I’m delighted to join Marc in re-starting our Scholarship Roundup feature here on the Forum. The feature highlights new books and articles on law and religion (generally speaking) that we think will interest our followers. A few of you have told us you miss the feature–so now it’s back!
Here’s a new book from Harvard, out this month, on Jewish-Catholic relations after Vatican II: Jacob’s Younger Brother: Christian-Jewish Relations after Vatican II, by Karma Ben-Johanan (Humboldt). The author suggests that, behind the scenes, each side of the relationship has continued to have reservations about exactly what the 20th-century rapprochement between these two great religions means.
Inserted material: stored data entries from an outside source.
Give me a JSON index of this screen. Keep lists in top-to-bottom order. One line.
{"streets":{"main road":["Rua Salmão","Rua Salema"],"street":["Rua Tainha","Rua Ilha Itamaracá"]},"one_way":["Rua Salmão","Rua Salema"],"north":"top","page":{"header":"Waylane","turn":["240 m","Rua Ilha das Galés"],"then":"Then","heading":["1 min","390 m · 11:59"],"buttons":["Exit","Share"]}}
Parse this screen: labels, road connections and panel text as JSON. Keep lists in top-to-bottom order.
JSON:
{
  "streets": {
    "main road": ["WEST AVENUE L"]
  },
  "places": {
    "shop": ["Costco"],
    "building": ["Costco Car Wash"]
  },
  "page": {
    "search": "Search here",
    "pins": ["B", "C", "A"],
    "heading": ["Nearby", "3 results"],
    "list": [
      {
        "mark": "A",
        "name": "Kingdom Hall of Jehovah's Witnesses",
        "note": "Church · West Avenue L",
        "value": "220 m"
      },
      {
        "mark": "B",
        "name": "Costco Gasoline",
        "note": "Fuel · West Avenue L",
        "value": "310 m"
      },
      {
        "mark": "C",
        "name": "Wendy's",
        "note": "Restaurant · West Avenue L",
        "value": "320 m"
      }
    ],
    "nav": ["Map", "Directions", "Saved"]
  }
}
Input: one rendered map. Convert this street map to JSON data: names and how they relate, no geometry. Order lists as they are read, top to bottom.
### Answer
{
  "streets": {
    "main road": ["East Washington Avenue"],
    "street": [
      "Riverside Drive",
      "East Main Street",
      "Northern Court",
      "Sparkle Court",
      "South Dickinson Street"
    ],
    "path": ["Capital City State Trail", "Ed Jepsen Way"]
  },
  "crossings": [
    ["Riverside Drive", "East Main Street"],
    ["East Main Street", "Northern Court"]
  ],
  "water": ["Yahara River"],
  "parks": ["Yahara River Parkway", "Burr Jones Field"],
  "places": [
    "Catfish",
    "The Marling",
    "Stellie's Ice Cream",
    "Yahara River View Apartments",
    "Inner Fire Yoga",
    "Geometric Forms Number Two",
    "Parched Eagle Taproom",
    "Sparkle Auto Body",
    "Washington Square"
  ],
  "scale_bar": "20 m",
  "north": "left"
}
Here’s the publisher’s description:
A revealing account of contemporary tensions between Jews and Christians, playing out beneath the surface of conciliatory interfaith dialogue.
A new chapter in Jewish–Christian relations opened in the second half of the twentieth century when the Second Vatican Council exonerated Jews from the accusation of deicide and declared that the Jewish people had never been rejected by God. In a few carefully phrased statements, two millennia of deep hostility were swept into the trash heap of history.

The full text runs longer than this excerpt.